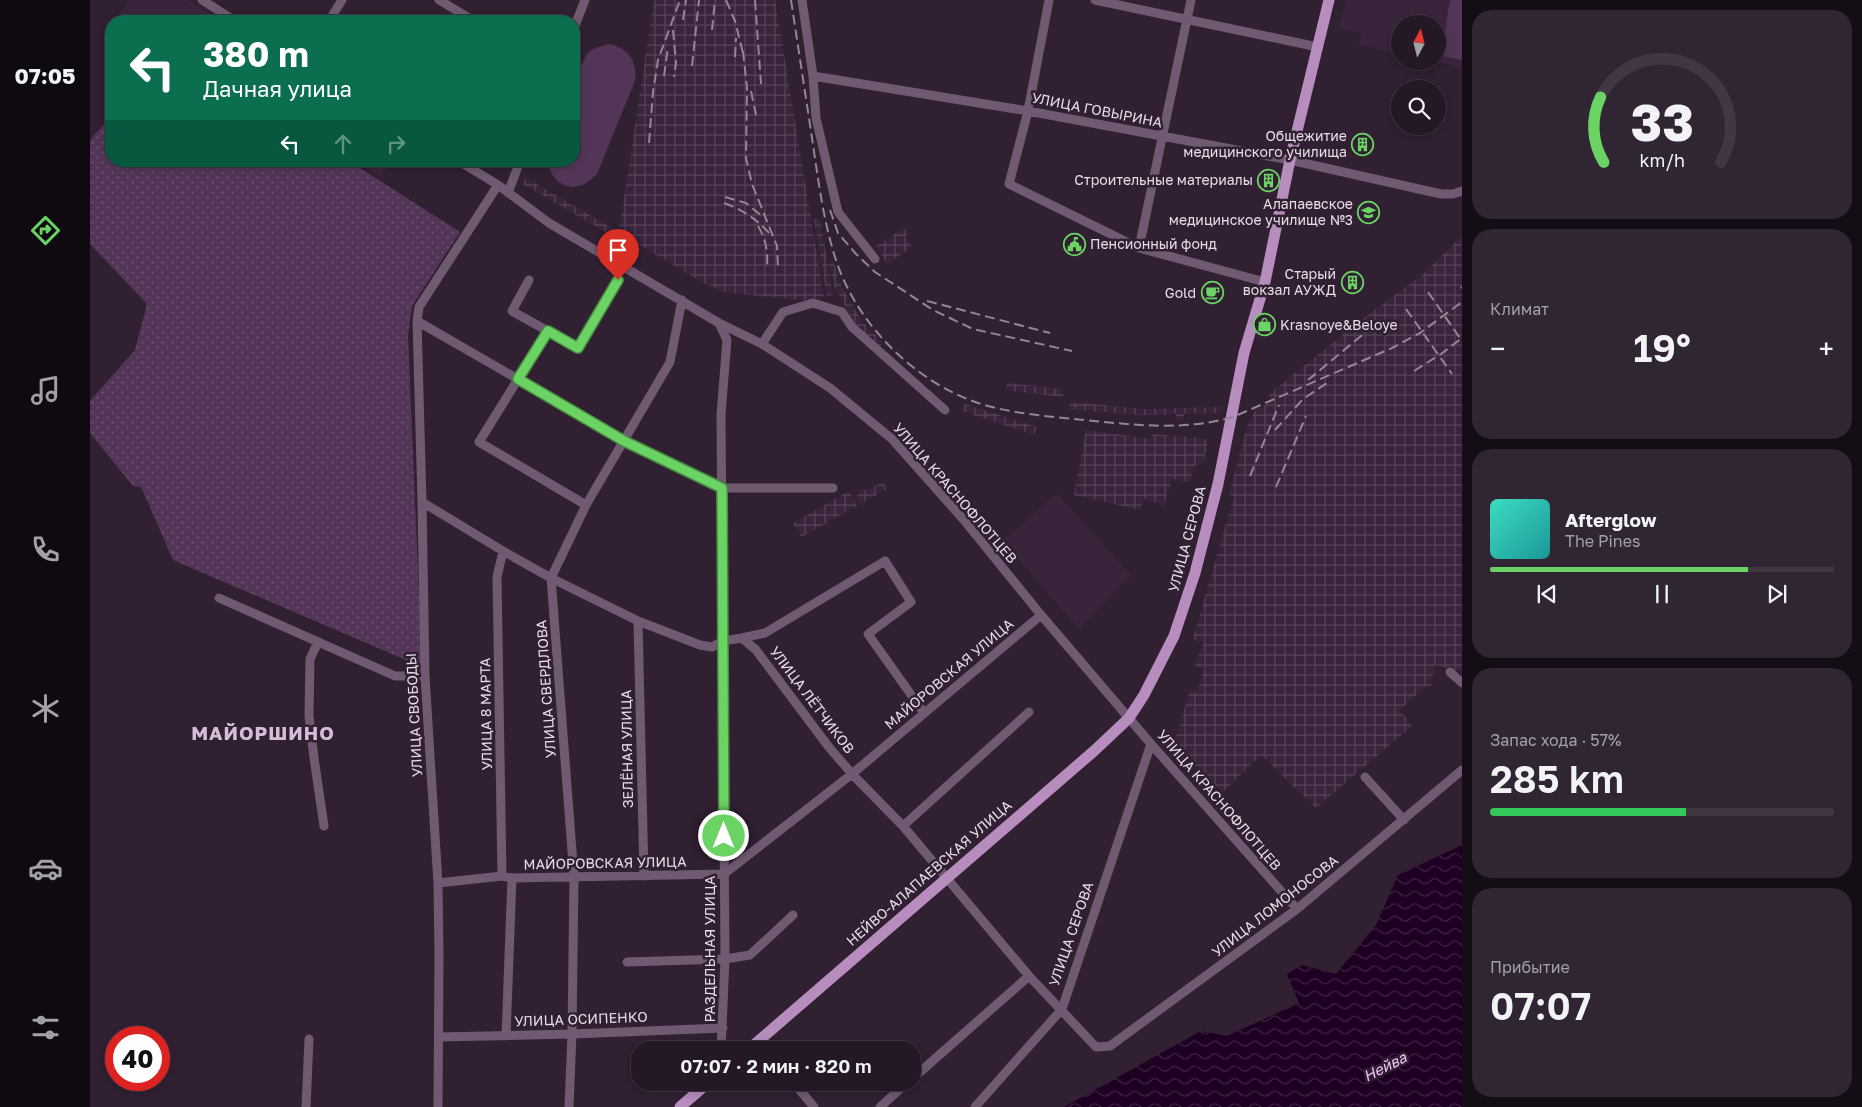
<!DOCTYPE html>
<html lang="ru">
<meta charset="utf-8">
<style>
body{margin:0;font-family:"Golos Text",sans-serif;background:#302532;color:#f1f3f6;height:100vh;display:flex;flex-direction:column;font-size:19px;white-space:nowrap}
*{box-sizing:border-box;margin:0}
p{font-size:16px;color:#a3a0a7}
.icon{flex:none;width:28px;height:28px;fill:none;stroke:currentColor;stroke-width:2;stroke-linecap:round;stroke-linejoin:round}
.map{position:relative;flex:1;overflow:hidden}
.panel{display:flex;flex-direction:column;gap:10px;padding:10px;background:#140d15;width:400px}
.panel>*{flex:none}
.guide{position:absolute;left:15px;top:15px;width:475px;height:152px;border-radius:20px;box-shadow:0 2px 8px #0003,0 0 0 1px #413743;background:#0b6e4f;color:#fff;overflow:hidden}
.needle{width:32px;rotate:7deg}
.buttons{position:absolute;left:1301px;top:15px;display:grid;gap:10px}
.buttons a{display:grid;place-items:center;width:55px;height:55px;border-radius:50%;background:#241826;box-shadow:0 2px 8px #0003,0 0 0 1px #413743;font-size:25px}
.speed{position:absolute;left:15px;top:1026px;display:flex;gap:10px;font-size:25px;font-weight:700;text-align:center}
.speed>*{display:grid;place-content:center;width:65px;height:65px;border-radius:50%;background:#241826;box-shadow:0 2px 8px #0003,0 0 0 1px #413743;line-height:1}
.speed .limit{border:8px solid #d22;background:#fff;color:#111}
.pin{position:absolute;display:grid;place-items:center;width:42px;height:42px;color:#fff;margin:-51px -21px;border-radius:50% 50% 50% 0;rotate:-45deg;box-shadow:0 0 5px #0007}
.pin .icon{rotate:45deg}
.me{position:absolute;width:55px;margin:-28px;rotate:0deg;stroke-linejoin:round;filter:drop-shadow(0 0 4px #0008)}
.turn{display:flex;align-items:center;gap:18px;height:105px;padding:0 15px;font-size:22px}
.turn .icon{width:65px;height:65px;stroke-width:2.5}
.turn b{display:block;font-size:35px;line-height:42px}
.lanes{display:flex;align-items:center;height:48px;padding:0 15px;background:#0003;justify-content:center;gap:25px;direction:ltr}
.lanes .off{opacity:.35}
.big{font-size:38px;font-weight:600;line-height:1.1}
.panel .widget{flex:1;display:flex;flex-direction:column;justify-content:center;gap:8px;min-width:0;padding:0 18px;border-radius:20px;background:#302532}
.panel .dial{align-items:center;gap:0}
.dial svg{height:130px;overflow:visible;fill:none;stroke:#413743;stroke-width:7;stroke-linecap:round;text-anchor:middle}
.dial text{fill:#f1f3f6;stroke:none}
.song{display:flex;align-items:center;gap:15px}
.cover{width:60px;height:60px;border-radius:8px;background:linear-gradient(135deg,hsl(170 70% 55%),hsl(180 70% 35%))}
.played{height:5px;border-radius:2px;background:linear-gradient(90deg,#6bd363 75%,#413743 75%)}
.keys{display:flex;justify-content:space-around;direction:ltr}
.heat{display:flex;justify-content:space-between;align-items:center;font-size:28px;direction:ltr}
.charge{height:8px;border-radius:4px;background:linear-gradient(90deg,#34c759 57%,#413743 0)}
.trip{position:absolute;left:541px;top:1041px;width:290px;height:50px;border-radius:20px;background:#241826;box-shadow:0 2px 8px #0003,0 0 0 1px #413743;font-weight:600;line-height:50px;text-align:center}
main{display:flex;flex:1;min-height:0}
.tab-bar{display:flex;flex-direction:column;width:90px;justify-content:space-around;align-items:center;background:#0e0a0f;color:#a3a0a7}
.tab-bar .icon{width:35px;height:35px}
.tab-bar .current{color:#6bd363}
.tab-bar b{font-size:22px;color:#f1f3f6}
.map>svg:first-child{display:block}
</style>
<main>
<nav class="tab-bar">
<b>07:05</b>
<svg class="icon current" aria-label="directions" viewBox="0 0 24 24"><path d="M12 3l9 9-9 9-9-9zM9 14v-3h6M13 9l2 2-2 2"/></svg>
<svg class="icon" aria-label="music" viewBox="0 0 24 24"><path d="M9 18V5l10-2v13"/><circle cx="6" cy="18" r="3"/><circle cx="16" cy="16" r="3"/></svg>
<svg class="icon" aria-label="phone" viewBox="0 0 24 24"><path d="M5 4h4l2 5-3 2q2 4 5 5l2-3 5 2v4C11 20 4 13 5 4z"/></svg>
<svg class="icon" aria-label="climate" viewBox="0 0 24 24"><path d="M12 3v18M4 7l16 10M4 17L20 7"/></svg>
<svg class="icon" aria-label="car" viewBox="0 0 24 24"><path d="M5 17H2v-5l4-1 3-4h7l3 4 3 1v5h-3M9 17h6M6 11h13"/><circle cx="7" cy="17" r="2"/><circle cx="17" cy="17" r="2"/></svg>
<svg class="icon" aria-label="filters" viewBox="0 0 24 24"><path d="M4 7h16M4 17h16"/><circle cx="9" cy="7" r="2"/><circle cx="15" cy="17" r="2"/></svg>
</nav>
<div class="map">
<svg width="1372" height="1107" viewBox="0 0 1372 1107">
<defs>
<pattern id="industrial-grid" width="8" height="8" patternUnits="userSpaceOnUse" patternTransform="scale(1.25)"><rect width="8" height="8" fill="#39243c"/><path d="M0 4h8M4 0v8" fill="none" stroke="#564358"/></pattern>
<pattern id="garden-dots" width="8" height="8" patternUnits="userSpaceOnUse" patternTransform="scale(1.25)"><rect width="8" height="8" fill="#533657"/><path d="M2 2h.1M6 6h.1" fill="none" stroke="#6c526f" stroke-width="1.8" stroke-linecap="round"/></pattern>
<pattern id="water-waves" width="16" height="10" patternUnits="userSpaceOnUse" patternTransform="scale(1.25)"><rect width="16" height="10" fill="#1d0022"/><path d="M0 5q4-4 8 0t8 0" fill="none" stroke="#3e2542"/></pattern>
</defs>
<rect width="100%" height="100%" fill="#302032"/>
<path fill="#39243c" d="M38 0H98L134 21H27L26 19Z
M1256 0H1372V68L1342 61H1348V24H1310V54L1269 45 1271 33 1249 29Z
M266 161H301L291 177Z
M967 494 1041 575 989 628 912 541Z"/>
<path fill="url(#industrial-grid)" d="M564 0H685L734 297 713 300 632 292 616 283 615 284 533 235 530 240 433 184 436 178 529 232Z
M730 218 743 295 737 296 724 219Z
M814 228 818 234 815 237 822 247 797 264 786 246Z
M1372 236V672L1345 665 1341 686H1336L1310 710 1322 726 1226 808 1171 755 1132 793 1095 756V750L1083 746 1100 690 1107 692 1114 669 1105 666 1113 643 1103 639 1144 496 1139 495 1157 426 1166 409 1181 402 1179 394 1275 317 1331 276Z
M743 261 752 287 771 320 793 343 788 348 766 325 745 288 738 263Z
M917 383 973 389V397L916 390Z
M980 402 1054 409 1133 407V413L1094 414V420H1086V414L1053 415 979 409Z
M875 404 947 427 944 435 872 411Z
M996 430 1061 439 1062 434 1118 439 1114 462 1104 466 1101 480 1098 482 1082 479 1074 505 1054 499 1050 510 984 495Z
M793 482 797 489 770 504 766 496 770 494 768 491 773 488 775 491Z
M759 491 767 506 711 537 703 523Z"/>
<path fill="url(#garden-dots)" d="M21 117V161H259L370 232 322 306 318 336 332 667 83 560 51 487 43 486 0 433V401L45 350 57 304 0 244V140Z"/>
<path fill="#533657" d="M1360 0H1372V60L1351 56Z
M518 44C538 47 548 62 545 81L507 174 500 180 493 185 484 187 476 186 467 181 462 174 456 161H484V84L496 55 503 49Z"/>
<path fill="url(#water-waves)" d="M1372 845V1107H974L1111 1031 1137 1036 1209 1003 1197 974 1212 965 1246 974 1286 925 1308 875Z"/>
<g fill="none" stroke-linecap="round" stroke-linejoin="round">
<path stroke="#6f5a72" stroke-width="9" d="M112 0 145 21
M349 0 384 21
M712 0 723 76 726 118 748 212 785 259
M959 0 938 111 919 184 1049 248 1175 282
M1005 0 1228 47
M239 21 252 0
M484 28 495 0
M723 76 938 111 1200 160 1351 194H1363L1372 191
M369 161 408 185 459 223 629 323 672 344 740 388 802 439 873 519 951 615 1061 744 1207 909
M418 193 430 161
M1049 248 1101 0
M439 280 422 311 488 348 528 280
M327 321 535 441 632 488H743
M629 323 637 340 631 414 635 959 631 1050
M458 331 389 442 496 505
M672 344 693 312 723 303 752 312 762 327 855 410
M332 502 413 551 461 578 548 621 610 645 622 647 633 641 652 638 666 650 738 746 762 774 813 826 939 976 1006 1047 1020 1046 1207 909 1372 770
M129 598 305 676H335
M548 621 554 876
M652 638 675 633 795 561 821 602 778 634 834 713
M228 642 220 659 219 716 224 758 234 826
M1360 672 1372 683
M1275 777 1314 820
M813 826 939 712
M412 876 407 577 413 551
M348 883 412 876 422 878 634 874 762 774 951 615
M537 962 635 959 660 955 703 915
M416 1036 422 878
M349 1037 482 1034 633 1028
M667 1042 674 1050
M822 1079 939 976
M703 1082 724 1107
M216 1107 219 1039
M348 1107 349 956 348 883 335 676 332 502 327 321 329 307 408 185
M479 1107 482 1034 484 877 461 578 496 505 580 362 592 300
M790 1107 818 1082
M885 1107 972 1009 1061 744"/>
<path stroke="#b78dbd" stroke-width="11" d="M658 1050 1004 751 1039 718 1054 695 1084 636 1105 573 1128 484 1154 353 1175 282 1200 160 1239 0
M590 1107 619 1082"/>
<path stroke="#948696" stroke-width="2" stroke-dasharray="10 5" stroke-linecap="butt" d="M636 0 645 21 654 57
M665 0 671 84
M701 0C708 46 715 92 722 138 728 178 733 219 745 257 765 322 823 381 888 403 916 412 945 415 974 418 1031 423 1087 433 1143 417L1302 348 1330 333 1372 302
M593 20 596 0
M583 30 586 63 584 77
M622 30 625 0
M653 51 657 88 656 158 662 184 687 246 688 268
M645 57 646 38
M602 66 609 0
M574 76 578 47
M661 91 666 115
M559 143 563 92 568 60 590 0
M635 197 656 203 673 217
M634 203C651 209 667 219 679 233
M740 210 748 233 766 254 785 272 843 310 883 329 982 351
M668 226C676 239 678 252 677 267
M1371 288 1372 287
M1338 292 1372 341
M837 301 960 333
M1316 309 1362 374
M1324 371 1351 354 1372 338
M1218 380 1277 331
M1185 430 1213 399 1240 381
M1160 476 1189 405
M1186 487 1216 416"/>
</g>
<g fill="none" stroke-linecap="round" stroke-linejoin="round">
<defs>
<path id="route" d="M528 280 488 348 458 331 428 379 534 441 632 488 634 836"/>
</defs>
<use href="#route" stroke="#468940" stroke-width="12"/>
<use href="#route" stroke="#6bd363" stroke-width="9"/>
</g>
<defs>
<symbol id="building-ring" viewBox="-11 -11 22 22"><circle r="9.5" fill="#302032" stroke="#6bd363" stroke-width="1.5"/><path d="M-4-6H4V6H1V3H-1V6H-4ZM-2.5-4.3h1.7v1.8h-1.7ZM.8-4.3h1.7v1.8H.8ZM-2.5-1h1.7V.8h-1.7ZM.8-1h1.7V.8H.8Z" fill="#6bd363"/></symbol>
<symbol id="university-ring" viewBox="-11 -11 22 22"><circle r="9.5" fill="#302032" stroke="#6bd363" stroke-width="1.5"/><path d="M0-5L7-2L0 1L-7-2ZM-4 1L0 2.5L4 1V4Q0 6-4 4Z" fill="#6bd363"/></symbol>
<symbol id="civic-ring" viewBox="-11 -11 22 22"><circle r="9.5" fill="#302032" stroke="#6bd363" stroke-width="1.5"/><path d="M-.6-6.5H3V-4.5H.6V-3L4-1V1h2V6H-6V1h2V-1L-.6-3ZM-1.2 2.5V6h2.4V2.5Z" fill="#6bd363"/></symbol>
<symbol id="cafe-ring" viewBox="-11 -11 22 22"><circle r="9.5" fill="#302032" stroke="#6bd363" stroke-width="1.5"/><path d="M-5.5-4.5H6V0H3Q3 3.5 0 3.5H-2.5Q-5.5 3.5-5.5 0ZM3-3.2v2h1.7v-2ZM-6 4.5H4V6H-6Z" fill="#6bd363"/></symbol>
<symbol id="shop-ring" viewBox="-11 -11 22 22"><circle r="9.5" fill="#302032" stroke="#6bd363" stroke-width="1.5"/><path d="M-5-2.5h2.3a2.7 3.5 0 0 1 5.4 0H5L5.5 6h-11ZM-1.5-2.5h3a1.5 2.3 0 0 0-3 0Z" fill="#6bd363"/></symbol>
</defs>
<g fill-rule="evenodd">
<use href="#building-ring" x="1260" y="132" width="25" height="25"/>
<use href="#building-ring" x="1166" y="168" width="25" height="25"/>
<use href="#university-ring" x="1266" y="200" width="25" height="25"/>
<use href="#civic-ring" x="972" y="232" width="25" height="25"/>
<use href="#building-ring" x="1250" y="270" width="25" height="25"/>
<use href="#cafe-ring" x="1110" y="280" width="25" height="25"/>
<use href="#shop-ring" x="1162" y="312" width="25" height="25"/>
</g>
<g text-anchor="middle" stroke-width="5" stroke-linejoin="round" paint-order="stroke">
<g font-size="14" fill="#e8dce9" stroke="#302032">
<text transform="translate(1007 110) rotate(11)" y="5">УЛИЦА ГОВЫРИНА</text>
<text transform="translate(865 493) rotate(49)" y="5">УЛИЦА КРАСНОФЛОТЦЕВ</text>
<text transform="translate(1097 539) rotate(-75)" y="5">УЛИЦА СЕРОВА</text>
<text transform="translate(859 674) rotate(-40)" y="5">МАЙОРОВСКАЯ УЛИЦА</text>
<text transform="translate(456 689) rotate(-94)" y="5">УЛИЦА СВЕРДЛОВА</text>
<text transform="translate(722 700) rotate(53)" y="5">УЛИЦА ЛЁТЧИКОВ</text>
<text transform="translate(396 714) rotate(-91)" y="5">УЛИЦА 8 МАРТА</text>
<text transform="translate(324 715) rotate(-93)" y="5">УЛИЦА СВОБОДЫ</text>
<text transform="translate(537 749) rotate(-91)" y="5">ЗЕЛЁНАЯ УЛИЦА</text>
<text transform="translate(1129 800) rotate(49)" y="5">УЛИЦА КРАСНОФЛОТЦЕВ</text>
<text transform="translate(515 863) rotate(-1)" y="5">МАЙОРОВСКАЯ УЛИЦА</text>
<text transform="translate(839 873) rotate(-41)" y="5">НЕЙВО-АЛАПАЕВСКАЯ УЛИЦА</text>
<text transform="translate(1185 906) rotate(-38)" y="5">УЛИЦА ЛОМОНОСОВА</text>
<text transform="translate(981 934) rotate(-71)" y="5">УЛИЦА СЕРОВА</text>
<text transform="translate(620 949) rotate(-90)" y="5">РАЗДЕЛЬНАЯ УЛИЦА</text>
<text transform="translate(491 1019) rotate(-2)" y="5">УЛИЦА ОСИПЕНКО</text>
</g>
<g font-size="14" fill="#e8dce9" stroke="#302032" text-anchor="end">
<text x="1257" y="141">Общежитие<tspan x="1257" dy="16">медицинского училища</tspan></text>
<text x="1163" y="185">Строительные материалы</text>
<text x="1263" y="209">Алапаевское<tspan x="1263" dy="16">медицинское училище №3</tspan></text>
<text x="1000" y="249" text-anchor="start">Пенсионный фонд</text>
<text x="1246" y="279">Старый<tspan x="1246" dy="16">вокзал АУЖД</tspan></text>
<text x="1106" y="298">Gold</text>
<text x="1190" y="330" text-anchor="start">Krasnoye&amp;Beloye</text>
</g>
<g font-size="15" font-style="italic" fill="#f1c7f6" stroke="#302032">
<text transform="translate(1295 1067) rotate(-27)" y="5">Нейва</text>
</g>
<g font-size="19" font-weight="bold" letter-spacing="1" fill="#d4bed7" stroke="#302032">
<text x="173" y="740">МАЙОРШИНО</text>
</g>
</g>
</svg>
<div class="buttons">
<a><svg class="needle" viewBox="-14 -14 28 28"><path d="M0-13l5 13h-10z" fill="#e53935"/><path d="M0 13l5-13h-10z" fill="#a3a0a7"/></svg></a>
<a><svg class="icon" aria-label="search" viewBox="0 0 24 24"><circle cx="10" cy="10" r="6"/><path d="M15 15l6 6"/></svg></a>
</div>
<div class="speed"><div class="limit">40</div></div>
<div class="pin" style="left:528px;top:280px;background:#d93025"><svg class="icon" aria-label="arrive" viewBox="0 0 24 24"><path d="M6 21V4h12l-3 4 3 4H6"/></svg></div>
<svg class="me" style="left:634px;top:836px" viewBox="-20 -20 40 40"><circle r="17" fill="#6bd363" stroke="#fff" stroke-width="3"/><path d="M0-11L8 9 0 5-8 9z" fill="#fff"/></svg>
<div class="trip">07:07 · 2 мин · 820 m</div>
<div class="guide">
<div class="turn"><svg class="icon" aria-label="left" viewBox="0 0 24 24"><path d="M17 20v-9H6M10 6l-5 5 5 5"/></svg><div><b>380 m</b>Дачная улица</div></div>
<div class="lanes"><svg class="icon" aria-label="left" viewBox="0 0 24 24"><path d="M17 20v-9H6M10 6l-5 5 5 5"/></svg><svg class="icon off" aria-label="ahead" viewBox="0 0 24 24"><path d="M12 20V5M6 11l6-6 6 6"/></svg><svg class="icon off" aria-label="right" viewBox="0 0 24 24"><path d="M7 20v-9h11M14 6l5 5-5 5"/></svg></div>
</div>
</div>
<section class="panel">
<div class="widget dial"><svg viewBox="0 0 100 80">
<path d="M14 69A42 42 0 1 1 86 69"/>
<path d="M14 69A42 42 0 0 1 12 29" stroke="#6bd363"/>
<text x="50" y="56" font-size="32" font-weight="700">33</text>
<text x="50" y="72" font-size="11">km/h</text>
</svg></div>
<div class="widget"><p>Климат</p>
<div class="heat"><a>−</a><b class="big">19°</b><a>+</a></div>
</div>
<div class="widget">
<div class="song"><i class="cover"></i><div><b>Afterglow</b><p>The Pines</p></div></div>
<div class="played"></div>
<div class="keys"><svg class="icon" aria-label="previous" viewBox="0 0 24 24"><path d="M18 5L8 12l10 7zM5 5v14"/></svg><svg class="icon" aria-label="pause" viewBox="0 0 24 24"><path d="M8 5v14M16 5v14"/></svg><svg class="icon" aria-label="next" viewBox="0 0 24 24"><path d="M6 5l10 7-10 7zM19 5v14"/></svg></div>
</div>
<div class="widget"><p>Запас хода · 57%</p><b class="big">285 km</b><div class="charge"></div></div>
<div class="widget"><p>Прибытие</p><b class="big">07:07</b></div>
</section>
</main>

## PROMPT
Work out how many lines of the material include "gradient", then report only that count.

## ANSWER BOX
3